Minimum Error Entropy Rauch-Tung-Striebel Smoother

TL;DR

This paper introduces a robust RTS smoother based on the minimum error entropy criterion, improving state estimation accuracy in systems affected by non-Gaussian noise and outliers.

Contribution

A novel MEE-RTS smoother is developed for linear and nonlinear systems, enhancing robustness against heavy-tailed noise and impulsive disturbances.

Findings

Outperforms existing robust smoothers in steady-state error

Effective in handling non-Gaussian noise and outliers

Analyzed computational complexity and error behavior

Abstract

Outliers and impulsive disturbances often cause heavy-tailed distributions in practical applications, and these will degrade the performance of Gaussian approximation smoothing algorithms.
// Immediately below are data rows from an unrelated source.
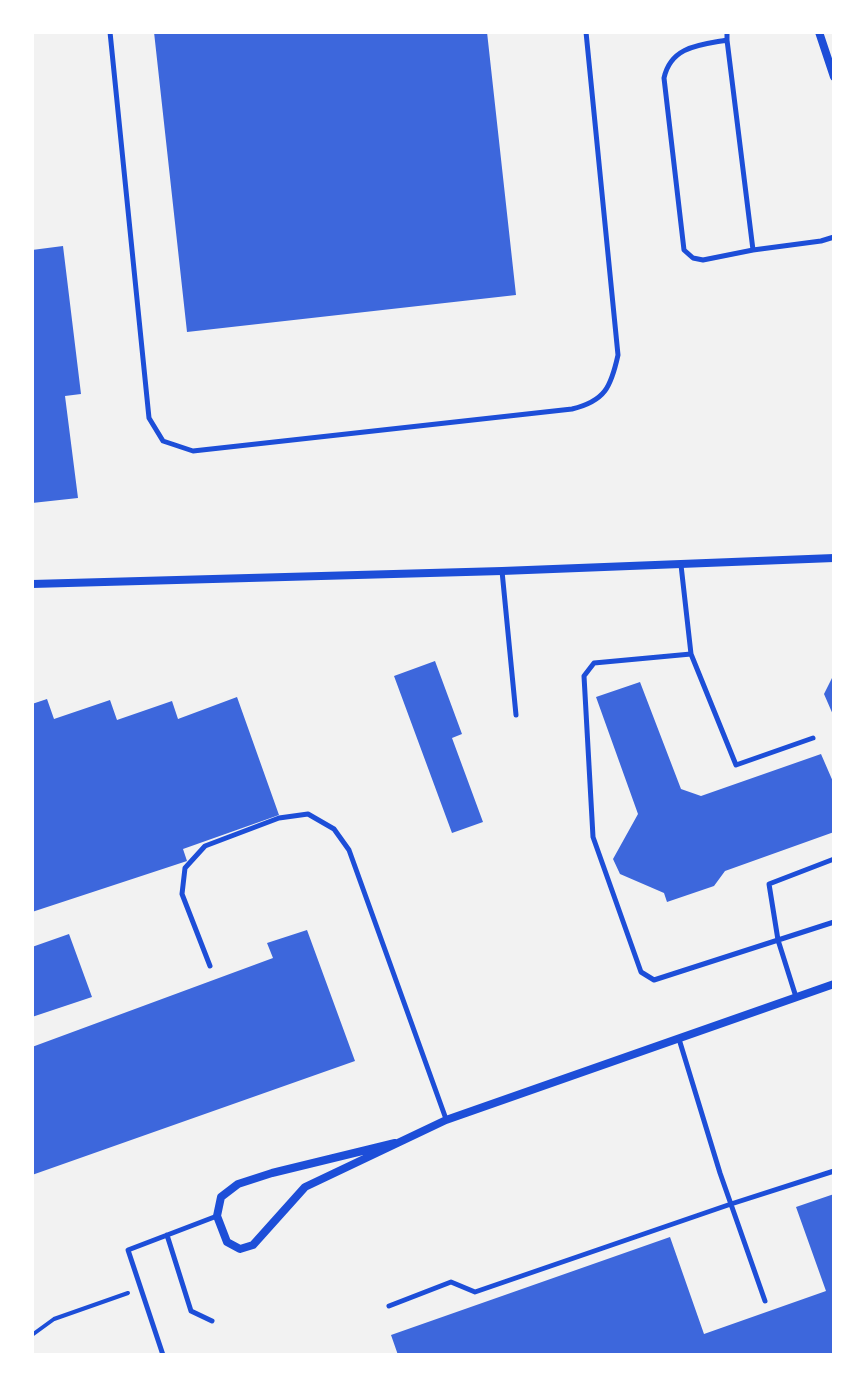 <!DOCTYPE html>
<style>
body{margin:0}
#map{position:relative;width:866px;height:1387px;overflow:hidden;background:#f2f2f2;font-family:"Exo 2",sans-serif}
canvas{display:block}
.frame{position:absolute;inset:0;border:34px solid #fff;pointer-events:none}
</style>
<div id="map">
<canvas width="866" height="1387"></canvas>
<div class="frame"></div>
</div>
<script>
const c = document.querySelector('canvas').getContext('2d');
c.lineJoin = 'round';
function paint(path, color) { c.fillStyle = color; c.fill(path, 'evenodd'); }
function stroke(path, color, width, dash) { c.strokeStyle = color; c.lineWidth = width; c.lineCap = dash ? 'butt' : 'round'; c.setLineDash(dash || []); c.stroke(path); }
const building = new Path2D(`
 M 154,32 L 487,32 L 516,295 L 187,332 Z
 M 63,246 L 81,394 L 65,396 L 78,498 L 32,503 L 32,250 Z
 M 435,661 L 462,734 L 452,738 L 483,822 L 452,833 L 394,676 Z
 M 834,674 L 834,717 L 824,694 Z
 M 640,682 L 681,789 L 701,796 L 821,754 L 834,784 L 834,832 L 725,871 L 714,886 L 667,902 L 664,893 L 620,874 L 613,859 L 638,814 L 596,697 Z
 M 237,697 L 279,815 L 183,849 L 187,861 L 32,912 L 32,704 L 47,699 L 54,719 L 110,700 L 117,720 L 172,701 L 178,719 Z
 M 307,930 L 355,1061 L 32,1175 L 32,1047 L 273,958 L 267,943 Z
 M 69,934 L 92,997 L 32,1017 L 32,947 Z
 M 834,1194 L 834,1355 L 398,1355 L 391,1335 L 670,1237 L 704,1334 L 826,1291 L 796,1207 Z`);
const path = new Path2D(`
 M 32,1335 L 54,1319 L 128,1293`);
const service = new Path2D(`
 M 110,32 L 149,418 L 163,441 L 193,451 L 572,409 C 605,401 611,387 618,355 L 586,32
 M 727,32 L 727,40
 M 753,250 L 727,40 C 700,45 671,46 664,78 L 684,250 L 693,258 L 703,260 L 753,250 L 821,241 L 834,237
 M 681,565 L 691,654 L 736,765 L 813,738
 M 502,571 L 516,715
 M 691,654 L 594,663 L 584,676 L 593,837 L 641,972 L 654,980 L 834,922
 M 210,966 L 182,894 L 185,868 L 205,846 L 279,818 L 308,814 L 334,829 L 349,850 L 446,1119
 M 796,997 L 778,940 L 769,884 L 834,859
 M 679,1039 L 720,1173 L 765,1301
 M 167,1235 L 191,1311 L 212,1321
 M 389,1306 L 451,1282 L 475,1292 L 731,1204 L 834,1171
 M 163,1355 L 128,1250 L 217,1216`);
const minor = new Path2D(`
 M 819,32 L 834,77
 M 32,584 L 502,571 L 834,558
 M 395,1143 L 272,1173 L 238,1184 L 221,1197 L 217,1216 L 227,1242 L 240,1249 L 253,1245 L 305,1187 L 446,1120 L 834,984`);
paint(building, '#3d67dc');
stroke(path, '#1d4ed8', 4);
stroke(service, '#1d4ed8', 5);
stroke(minor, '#1d4ed8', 8);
</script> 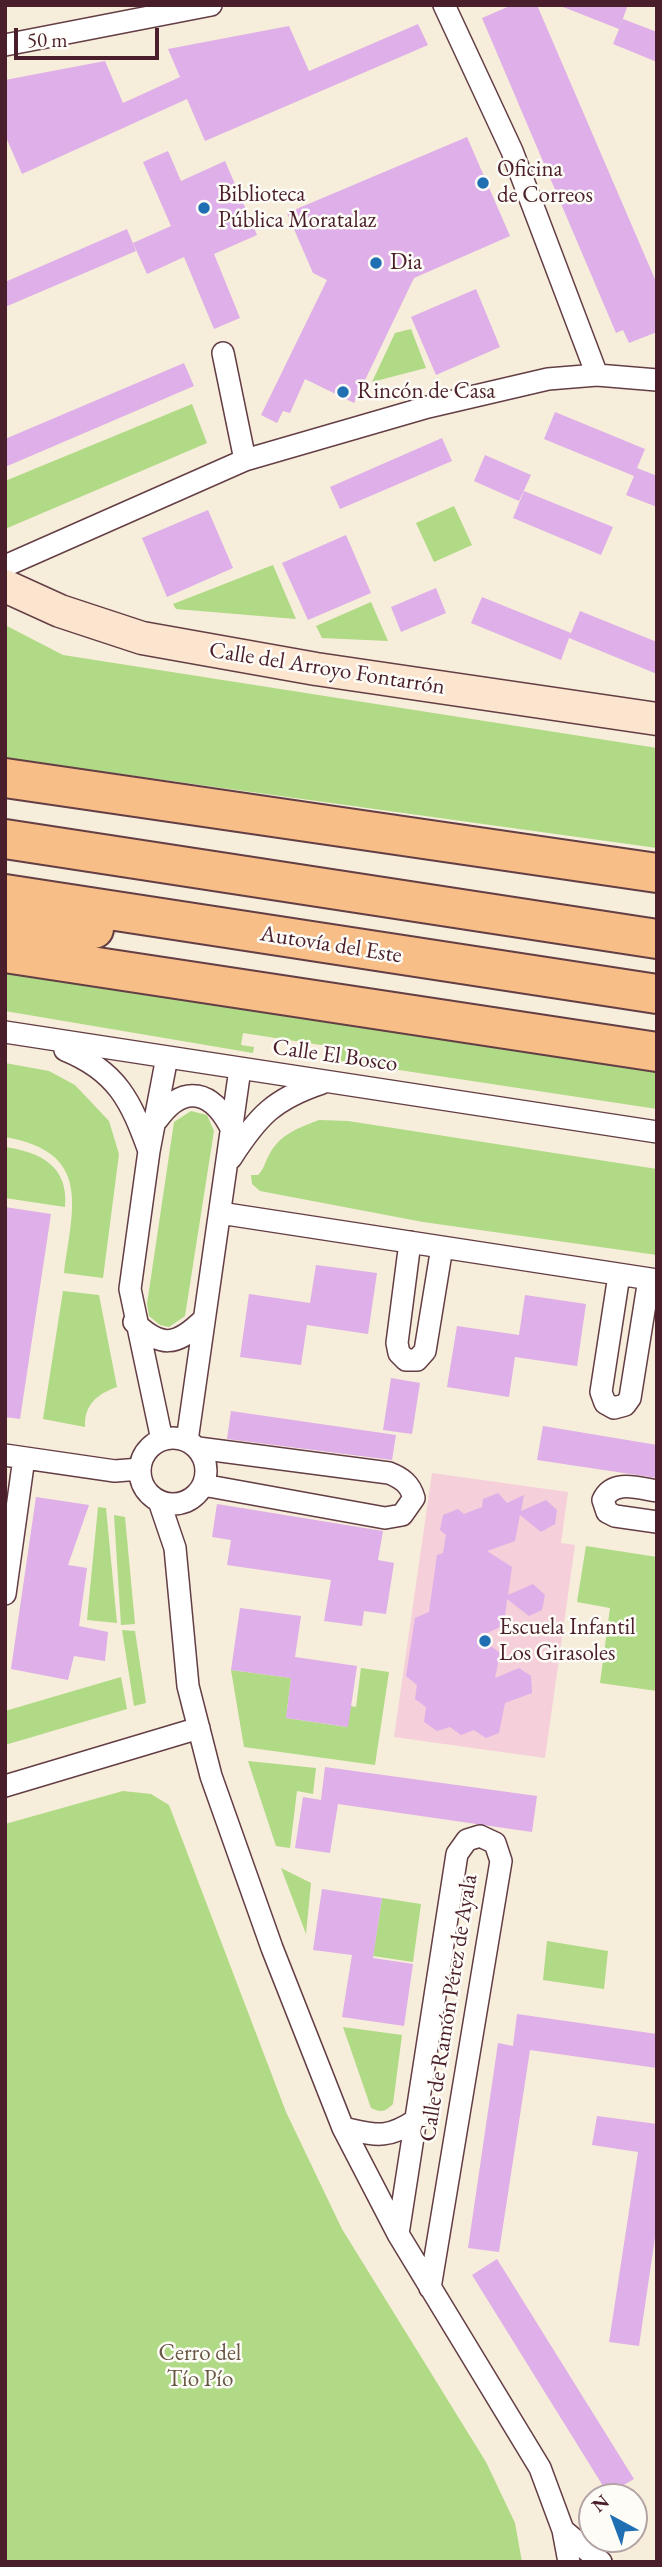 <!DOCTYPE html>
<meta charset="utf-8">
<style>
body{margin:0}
#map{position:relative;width:662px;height:2567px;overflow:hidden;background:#f6edda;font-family:"EB Garamond",serif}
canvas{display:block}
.frame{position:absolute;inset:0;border:7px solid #4a1f2b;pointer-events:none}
.north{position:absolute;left:578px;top:2483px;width:70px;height:70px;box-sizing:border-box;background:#fdfcf7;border:2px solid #b5a4a5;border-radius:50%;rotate:319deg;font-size:19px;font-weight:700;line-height:28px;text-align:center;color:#4a1f2b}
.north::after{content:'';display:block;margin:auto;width:24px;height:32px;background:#1f6fb2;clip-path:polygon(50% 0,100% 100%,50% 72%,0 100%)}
.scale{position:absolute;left:14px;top:28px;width:145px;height:32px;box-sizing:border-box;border:4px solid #4a1f2b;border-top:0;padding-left:9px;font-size:21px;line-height:24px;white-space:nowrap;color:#4a1f2b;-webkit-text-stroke:5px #fdfcf7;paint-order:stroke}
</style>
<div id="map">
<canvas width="662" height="2567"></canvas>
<div class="frame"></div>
<div class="north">N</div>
<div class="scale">50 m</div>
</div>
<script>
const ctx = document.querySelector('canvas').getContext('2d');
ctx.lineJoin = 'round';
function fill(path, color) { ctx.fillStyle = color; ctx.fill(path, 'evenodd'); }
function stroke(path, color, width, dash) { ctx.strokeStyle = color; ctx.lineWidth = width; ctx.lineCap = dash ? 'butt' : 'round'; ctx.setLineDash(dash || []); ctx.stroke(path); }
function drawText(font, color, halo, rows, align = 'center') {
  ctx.font = font + ' "EB Garamond",serif'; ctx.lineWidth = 5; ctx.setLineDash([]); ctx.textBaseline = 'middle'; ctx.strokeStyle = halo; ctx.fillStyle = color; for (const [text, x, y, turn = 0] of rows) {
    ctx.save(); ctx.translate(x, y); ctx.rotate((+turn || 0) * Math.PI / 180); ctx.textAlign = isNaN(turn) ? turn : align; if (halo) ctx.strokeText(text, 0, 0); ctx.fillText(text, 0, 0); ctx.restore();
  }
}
fill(new Path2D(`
 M 432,1473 L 568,1492 L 561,1543 L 575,1545 L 545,1758 L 394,1737 Z`), '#f5cfda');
fill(new Path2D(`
 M 411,329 L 426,368 L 372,382 L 395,333 Z
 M 192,404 L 207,443 L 5,529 L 5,481 Z
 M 454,506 L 472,545 L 434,562 L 416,523 Z
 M 273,565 L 296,619 L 176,609 L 173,604 Z
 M 371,602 L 388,641 L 322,638 L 316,626 Z
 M 5,625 L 63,655 L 657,748 L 657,848 L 5,758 Z
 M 5,971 L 657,1068 L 657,1109 L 333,1060 L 334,1047 L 243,1033 L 241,1045 L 254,1047 L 253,1053 L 5,1011 Z
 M 5,1063 L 49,1071 L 75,1085 L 109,1121 L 119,1154 L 103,1278 L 64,1273 C 73,1206 92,1152 5,1137 Z
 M 191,1111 L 207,1115 L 214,1131 L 185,1316 L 169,1327 L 160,1325 L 149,1316 L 147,1304 L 174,1122 Z
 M 319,1120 L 348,1121 L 657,1169 L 657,1255 L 423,1222 L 260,1191 L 252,1184 L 251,1175 L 258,1175 C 264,1169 265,1162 269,1155 C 280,1134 298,1128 319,1120 Z
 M 5,1147 C 40,1152 69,1166 65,1207 L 5,1198 Z
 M 63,1291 L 99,1295 L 117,1387 C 97,1394 84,1405 85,1427 L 43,1419 Z
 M 98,1507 L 106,1508 L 117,1623 L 87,1620 Z
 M 114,1515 L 125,1517 L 135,1624 L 121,1625 Z
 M 586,1546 L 657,1557 L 657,1691 L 600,1683 L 610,1608 L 577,1602 Z
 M 122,1630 L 135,1631 L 146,1703 L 134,1706 Z
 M 361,1668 L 389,1672 L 375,1765 L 244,1747 L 231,1670 L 291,1678 L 286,1718 L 347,1727 L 351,1706 L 356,1707 Z
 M 121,1677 L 127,1709 L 5,1745 L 5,1711 Z
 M 248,1761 L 316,1768 L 313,1794 L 297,1791 L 290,1848 L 276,1846 Z
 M 123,1791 L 151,1794 L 169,1805 L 286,2112 L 342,2229 L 486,2462 L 515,2523 L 522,2562 L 5,2562 L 5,1824 Z
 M 281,1868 L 311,1883 L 306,1934 Z
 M 382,1898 L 421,1904 L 413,1962 L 373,1956 Z
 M 547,1941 L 608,1951 L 604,1989 L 543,1980 Z
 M 343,2027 L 402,2035 L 393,2104 C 385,2112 381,2113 371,2108 Z`), '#b0da85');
fill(new Path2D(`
 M 512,5 L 537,5 L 657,284 L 657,332 L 629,343 L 623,330 L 616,333 L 482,18 Z
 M 558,5 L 628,5 L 619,29 Z
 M 623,19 L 657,32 L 657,62 L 613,44 Z
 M 418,24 L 428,45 L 205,141 L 187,99 L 22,174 L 5,135 L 5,80 L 105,61 L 123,103 L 180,77 L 168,49 L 289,26 L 309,71 Z
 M 467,137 L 510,236 L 414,278 L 354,403 L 305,379 L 290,413 L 283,411 L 277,423 L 261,415 L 327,280 L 313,273 L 287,213 Z
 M 168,151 L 181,181 L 225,161 L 257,235 L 214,254 L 240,318 L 214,329 L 184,257 L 147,274 L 133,243 L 171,226 L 143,162 Z
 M 127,229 L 136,251 L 5,307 L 5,282 Z
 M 476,289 L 500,347 L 436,375 L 411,317 Z
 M 184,363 L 194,386 L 5,467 L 5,439 Z
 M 555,412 L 645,449 L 637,468 L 657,476 L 657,507 L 626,495 L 634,476 L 544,439 Z
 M 442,438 L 452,461 L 340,509 L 330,487 Z
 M 485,455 L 531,475 L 519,501 L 474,481 Z
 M 524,491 L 613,527 L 601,555 L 513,518 Z
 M 208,510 L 233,568 L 167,597 L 142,538 Z
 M 346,535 L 371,593 L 308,620 L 282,563 Z
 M 436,588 L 446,613 L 401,632 L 391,607 Z
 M 482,597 L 571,633 L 580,611 L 657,642 L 657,674 L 569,638 L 561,660 L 471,623 Z
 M 5,1207 L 51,1214 L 20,1419 L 5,1417 Z
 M 316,1265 L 377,1273 L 368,1334 L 307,1325 L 301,1365 L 240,1357 L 249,1294 L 310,1303 Z
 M 525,1295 L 586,1304 L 577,1366 L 515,1357 L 509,1397 L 447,1387 L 457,1326 L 519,1335 Z
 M 391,1378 L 420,1383 L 412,1434 L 383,1430 Z
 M 231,1411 L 396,1435 L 392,1460 L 227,1439 Z
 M 543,1426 L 657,1445 L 657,1478 L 537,1460 Z
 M 498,1493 L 507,1503 L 524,1495 L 521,1511 L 546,1500 L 557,1510 L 555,1524 L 541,1532 L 520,1515 L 515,1541 L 487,1551 L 512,1567 L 508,1595 L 533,1584 L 545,1595 L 542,1610 L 529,1616 L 507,1599 L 504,1625 L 479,1637 L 500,1653 L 495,1678 L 519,1668 L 531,1676 L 532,1693 L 505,1703 L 499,1733 L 486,1738 L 474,1730 L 461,1735 L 450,1727 L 437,1731 L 424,1722 L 426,1707 L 415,1699 L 417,1685 L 406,1676 L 415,1618 L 429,1612 L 437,1555 L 443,1553 L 446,1535 L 440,1530 L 443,1515 L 458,1509 L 464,1514 L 482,1507 L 483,1499 Z
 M 36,1497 L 89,1505 L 68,1565 L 87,1568 L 79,1626 L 108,1632 L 105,1661 L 74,1656 L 68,1680 L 11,1669 Z
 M 217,1504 L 383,1531 L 378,1560 L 394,1563 L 386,1614 L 364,1611 L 362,1626 L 324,1621 L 331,1580 L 227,1565 L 231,1540 L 212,1537 Z
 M 240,1608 L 301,1616 L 295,1657 L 357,1666 L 348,1727 L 286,1718 L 291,1678 L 231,1670 Z
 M 325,1767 L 537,1796 L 532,1832 L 338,1804 L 330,1853 L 295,1848 L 303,1797 L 321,1800 Z
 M 322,1889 L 382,1898 L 373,1958 L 413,1964 L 404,2026 L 342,2017 L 352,1955 L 313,1950 Z
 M 517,2014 L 657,2034 L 657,2068 L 530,2050 L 499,2252 L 468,2248 L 498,2043 L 513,2046 Z
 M 597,2116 L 657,2124 L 657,2224 L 639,2346 L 609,2342 L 638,2152 L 592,2145 Z
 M 497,2259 L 634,2479 L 608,2494 L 472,2275 Z`), '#deafe8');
const street = new Path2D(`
 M 444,5 L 512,151 L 597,375
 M 5,45 L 211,5
 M 223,353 L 245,460
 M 5,566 L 245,460 L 428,407 L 548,379 L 597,375 L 657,380
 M 5,1032 L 657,1132
 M 65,1050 C 117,1071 131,1101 149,1151
 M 157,1120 C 184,1082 213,1091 232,1130
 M 231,1158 C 258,1116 274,1099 322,1083
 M 220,1213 L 657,1280
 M 410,1242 L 397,1343 L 399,1353 L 406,1360 L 417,1360 L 425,1351 L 442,1247
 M 619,1275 L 601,1392 L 605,1403 L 614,1408 L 625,1405 L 630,1398 L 649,1279
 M 134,1322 C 161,1348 176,1346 202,1321
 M140 1471a33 33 0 1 1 66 0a33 33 0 1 1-66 0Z
 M 162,1440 L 130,1289 L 149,1151 L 167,1057
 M 187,1441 L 240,1069
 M 198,1448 L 389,1473 C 402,1478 410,1484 414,1498 L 402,1515 L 385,1518 L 203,1485
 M 5,1455 L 115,1471 L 140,1469
 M 657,1491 C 638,1488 613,1479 603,1500 L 607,1512 L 615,1516 L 657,1522
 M 159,1501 L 175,1548 L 188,1686 L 211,1776 L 272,1948 L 343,2128 L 398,2234 L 540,2468 L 563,2530 L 569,2562
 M 5,1594 L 24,1458
 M 5,1786 L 199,1728
 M 343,2128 C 376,2135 386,2140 416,2120
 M 398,2234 L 457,1854 L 467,1840 L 480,1836 L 495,1843 L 501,1861 L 430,2288
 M 563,2530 L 601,2562`);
const secondary = new Path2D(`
 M 5,586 L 60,611 L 142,638 L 316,669 L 657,719`);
const highway = new Path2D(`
 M 5,778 L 657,873
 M 5,839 L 657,939
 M 5,894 L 657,994
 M 5,925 L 94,929
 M 5,953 L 657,1052`);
stroke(street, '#643e45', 24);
stroke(secondary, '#643e45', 35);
stroke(highway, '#643e45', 42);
stroke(street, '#fff', 21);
stroke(secondary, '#fce5cf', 32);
stroke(highway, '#f7be87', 38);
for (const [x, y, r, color] of [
 [483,183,7,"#1f6fb2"],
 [204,208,7,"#1f6fb2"],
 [376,263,7,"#1f6fb2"],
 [343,392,7,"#1f6fb2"],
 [485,1641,7,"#1f6fb2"]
]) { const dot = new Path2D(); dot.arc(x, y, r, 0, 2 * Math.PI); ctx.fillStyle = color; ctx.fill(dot); stroke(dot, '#fdfcf7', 2.5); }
drawText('23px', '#4a1f2b', '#fdfcf7', [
 ["Oficina",497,170],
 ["de Correos",497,196],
 ["Biblioteca",218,195],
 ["Pública Moratalaz",218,221],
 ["Dia",390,263],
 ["Rincón de Casa",357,392],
 ["Escuela Infantil",499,1628],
 ["Los Girasoles",499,1654]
], 'left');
drawText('23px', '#4a1f2b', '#fdfcf7', [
 ["Calle del Arroyo Fontarrón",327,669,9],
 ["Autovía del Este",331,945,9],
 ["Calle El Bosco",335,1056,8],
 ["Calle de Ramón Pérez de Ayala",449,2008,-81]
]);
drawText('23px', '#695746', '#fdfcf7', [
 ["Cerro del",200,2354],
 ["Tío Pío",200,2380]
]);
</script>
To improve the robustness of the Rauch-Tung-Striebel (RTS) smother against complicated non-Gaussian noises, a new RTS-smoother integrated with the minimum error entropy (MEE) criterion (MEE-RTS) is proposed for linear systems, which is also extended to the state estimation of nonlinear systems by utilizing the Taylor series linearization approach. The mean error behavior, the mean square error behavior, as well as the computational complexity of the MEE-RTS smoother are analyzed. According to simulation results, the proposed smoothers perform better than several robust solutions in terms of steady-state error.